INSTRUCTIONS FOR THE TASK: In the entries below, tally the lines that contain the string "hidden", then state that number alone.

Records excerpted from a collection
+-------+

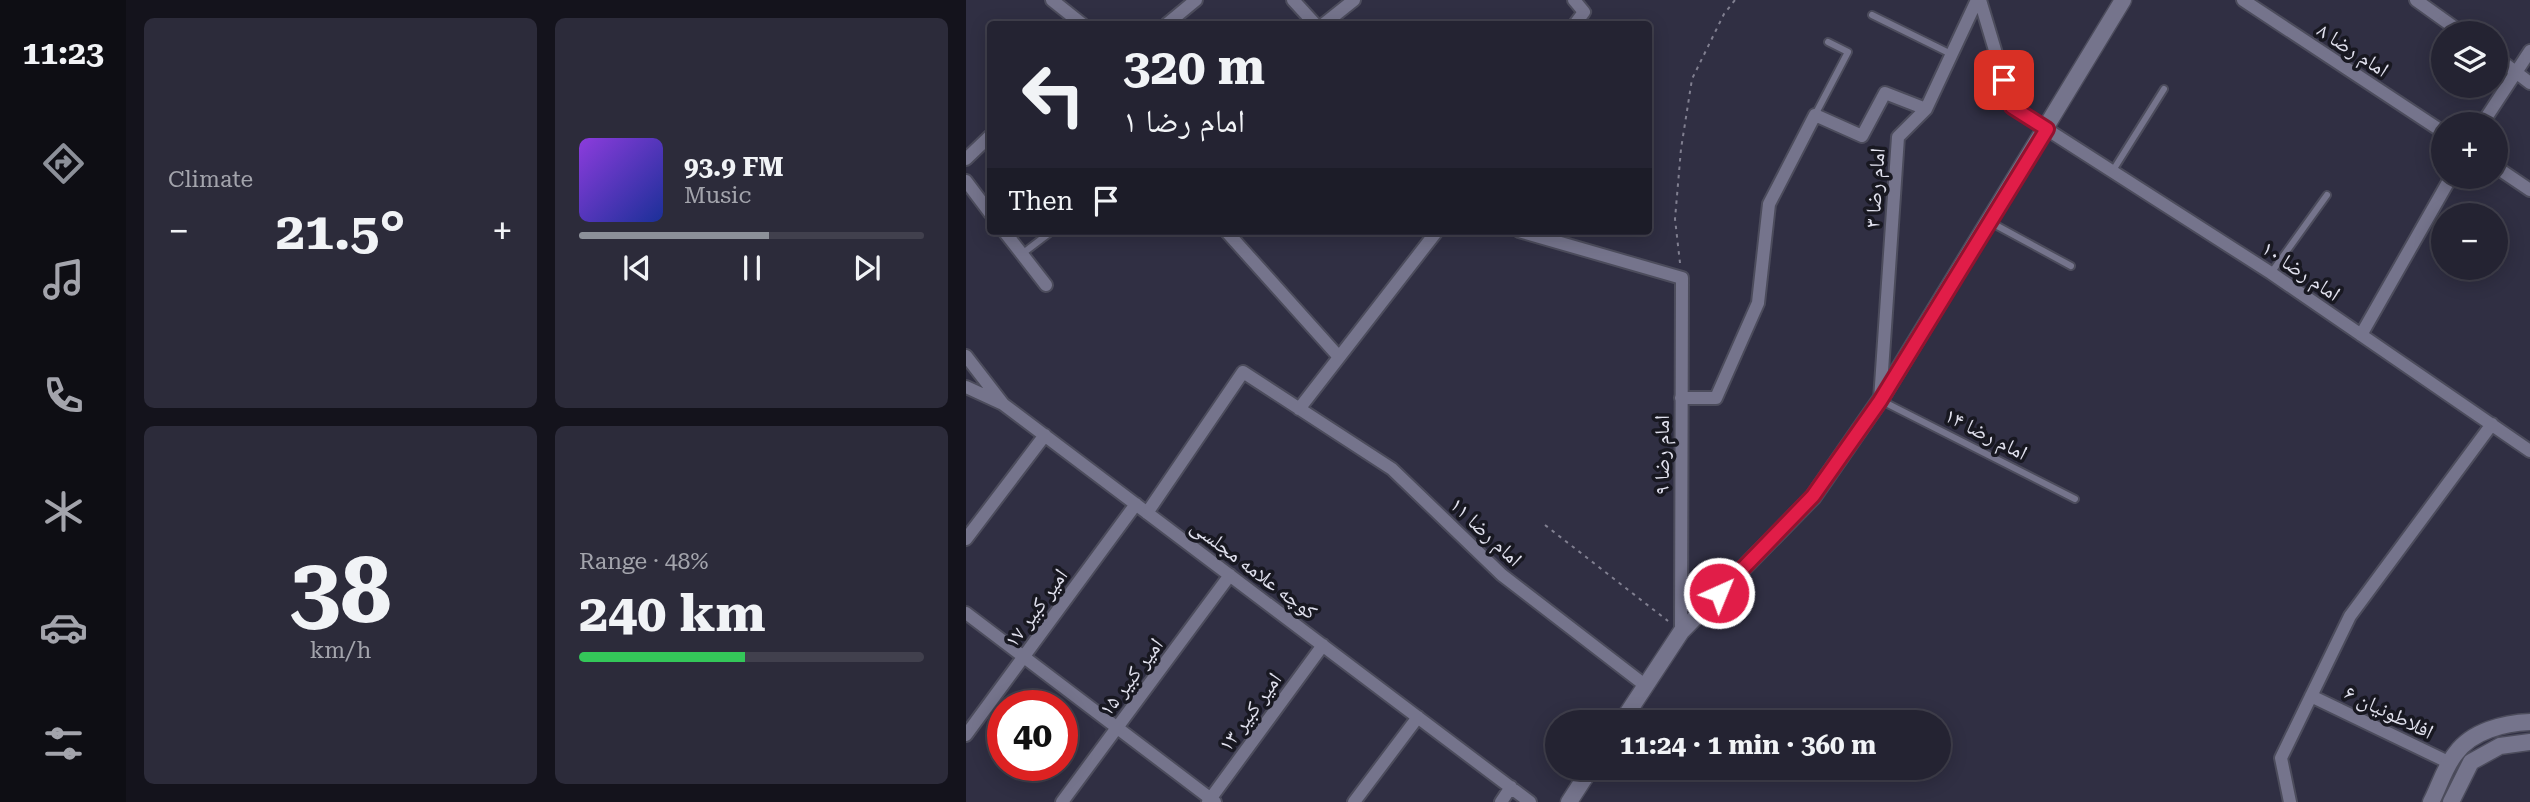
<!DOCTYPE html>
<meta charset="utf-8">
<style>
:root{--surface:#242332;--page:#2c2b3a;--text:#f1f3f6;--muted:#a3a4ac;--line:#41404d;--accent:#8c9099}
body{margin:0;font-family:"Roboto Serif","Noto Naskh Arabic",serif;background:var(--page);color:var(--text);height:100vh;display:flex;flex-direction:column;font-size:26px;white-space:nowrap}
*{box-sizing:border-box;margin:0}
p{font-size:23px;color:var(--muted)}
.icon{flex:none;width:38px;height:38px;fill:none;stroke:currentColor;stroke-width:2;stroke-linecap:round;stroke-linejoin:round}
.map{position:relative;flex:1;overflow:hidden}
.drawer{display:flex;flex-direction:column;gap:18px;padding:18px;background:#14131c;width:840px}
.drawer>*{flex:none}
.banner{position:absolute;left:21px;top:21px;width:665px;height:214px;border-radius:7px;box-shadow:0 4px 18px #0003,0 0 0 2px var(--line);background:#242332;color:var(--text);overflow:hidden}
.buttons{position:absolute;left:1465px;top:21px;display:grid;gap:14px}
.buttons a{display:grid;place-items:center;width:77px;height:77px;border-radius:50%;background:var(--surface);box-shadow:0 4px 18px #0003,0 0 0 2px var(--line);font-size:35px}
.speed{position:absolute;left:21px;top:690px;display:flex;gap:14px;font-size:35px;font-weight:700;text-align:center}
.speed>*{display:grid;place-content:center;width:91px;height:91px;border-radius:50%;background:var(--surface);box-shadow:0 4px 18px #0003,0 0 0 2px var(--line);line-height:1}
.speed .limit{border:10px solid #d22;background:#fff;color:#111}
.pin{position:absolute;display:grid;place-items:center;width:60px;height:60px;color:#fff;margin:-30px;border-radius:14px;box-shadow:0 4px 10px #0006}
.me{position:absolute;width:77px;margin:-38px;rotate:44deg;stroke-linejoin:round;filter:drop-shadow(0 0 5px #0008)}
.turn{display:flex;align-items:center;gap:24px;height:147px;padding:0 21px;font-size:32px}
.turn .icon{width:91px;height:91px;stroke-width:2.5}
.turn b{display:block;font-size:49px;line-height:60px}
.then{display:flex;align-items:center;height:66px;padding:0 21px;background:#0003;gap:14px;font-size:26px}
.big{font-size:52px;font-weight:700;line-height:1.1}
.drawer .tile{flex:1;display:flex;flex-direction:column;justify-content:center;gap:10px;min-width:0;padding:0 24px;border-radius:10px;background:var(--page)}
.drawer .dial{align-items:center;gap:0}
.dial b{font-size:91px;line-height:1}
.song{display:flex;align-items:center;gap:21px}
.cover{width:84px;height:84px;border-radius:10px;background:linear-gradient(135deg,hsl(270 70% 55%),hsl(230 70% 35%))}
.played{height:7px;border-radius:4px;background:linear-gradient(90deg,var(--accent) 55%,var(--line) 55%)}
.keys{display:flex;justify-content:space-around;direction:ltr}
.heat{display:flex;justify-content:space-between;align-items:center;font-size:38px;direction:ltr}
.charge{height:10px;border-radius:5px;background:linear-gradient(90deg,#34c759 48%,var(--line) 0)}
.drawer .tiles{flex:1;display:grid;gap:18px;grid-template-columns:repeat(2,1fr)}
.trip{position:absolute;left:579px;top:710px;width:406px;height:70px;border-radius:35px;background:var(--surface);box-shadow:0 4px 18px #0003,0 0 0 2px var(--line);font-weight:700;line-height:70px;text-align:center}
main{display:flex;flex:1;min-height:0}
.dock{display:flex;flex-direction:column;width:126px;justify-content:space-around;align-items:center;background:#0e0e14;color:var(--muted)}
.dock .icon{width:49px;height:49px}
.dock .selected{color:var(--accent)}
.dock b{font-size:32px;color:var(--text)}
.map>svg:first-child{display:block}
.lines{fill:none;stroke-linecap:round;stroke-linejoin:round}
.service-casing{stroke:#4c4c5c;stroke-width:10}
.minor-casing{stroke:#4c4c5c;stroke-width:16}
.tertiary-casing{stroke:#4c4c5c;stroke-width:19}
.path{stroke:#807f90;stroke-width:2;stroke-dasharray:3.5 5;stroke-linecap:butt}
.service{stroke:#75748c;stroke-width:6}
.minor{stroke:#75748c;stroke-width:12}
.tertiary{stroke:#75748c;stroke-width:16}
.route-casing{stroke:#92132f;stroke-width:18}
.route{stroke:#e11d48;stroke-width:12}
.labels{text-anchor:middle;stroke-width:7;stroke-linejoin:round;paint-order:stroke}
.street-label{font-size:21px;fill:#e1e1ee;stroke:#181821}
</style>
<main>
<nav class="dock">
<b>11:23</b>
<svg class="icon selected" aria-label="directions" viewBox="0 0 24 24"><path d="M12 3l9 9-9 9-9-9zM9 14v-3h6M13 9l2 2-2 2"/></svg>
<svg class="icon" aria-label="music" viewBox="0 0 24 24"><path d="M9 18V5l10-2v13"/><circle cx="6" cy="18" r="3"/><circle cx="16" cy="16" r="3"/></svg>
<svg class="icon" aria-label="phone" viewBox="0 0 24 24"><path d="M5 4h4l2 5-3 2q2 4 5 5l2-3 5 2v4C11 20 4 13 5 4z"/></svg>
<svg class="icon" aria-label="climate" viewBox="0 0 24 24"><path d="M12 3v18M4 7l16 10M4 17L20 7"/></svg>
<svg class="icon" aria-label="car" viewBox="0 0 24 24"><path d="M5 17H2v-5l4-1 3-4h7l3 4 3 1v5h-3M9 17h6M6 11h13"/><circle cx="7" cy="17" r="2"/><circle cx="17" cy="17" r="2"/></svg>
<svg class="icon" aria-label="filters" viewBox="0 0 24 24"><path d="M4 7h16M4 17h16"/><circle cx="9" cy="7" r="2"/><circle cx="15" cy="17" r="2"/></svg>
</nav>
<section class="drawer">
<div class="tiles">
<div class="tile"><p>Climate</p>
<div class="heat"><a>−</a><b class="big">21.5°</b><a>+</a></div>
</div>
<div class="tile">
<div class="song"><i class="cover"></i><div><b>93.9 FM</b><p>Music</p></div></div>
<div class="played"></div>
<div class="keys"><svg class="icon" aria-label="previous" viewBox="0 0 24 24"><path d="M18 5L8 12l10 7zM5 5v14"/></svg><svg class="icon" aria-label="pause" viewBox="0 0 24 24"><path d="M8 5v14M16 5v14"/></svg><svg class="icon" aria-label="next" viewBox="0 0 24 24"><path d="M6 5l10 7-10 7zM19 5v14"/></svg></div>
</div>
<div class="tile dial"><b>38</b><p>km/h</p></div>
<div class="tile"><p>Range · 48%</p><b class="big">240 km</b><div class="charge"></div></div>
</div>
</section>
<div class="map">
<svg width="1564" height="802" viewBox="0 0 1564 802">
<rect width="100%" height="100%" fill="#302f43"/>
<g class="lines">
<g class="service-casing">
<path id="service" d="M906,15L985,54
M849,115L882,52L862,42
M1146,172L1198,89
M1024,222L1105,266
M56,254L86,231
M1305,273L1361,195
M916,401L1109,499"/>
</g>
<g class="minor-casing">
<path id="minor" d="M86,0L116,24
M327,0L349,24
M608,0L618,12L609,24
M1014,0L1046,107L1305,273L1564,451
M1277,0L1477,132
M1450,0L1496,33
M201,24L230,0
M358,24L388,0
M1530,57L1564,83
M1516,124L1564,51
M0,159L24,136
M1530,167L1564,190
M0,181L24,213
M38,231L80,285
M260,231L373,357
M553,231L716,278L715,632
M1395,335L1485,177
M0,356L37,404L564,802
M0,387L35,403
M715,398H750L792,303L803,204L849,115L896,136L919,93L960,109
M914,400L932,137L960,109L1011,0
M333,409L471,231
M181,513L277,372L426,469L536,575L680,686
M0,539L79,435
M0,613L249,802
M1345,696L1484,763
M0,735L170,504
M96,802L264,575
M242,802L357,645
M388,802L452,717
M535,802L545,787
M1324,802L1315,758L1384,616L1526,424"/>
</g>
<g class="tertiary-casing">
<path id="tertiary" d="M655,723L715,632L847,497L914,400L1157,0
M603,802L625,768
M1465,802C1473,787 1479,766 1490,753C1506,731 1538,723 1564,722
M1485,802L1505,762L1534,746L1564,742"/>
</g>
<path class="path" d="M714,263L709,219L715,149L726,79L758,14L769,0
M579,525L702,621"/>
<use href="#service" class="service"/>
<use href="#minor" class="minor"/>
<use href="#tertiary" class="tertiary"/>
</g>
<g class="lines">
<g class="route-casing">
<path id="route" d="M753,593L847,496L914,401L1081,129L1046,107L1038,80"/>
</g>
<use href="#route" class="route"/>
</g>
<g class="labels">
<g class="street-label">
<text transform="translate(1387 50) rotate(33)" y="7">امام رضا ۸</text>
<text transform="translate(909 188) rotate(-86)" y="7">امام رضا ۳</text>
<text transform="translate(1335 271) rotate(34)" y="7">امام رضا ۱۰</text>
<text transform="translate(1020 434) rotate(27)" y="7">امام رضا ۱۴</text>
<text transform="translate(696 455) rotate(-90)" y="7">امام رضا ۹</text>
<text transform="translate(520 532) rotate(43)" y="7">امام رضا ۱۱</text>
<text transform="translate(288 569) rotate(37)" y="7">کوچه علامه مجلسی</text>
<text transform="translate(70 608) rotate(-54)" y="7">امیر کبیر ۱۷</text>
<text transform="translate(165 677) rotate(-53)" y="7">امیر کبیر ۱۵</text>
<text transform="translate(284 712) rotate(-54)" y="7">امیر کبیر ۱۳</text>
<text transform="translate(1423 712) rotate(26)" y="7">افلاطونیان ۶</text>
</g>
</g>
</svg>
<div class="buttons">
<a><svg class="icon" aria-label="layers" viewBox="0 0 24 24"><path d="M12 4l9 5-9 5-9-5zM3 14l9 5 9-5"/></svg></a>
<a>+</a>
<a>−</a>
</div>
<div class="speed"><div class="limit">40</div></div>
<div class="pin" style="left:1038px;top:80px;background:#d93025"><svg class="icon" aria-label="arrive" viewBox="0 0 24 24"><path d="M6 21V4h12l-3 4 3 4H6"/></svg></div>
<svg class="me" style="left:753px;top:593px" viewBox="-20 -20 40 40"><circle r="17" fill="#e11d48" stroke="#fff" stroke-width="3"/><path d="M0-11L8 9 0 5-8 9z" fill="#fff"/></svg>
<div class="trip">11:24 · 1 min · 360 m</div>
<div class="banner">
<div class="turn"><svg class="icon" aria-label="left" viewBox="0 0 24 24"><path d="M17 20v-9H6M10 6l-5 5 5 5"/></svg><div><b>320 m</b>امام رضا ۱</div></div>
<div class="then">Then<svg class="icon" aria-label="arrive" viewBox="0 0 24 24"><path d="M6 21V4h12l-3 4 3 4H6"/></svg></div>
</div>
</div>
</main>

+-------+

SOLUTION FOR THIS TASK: 2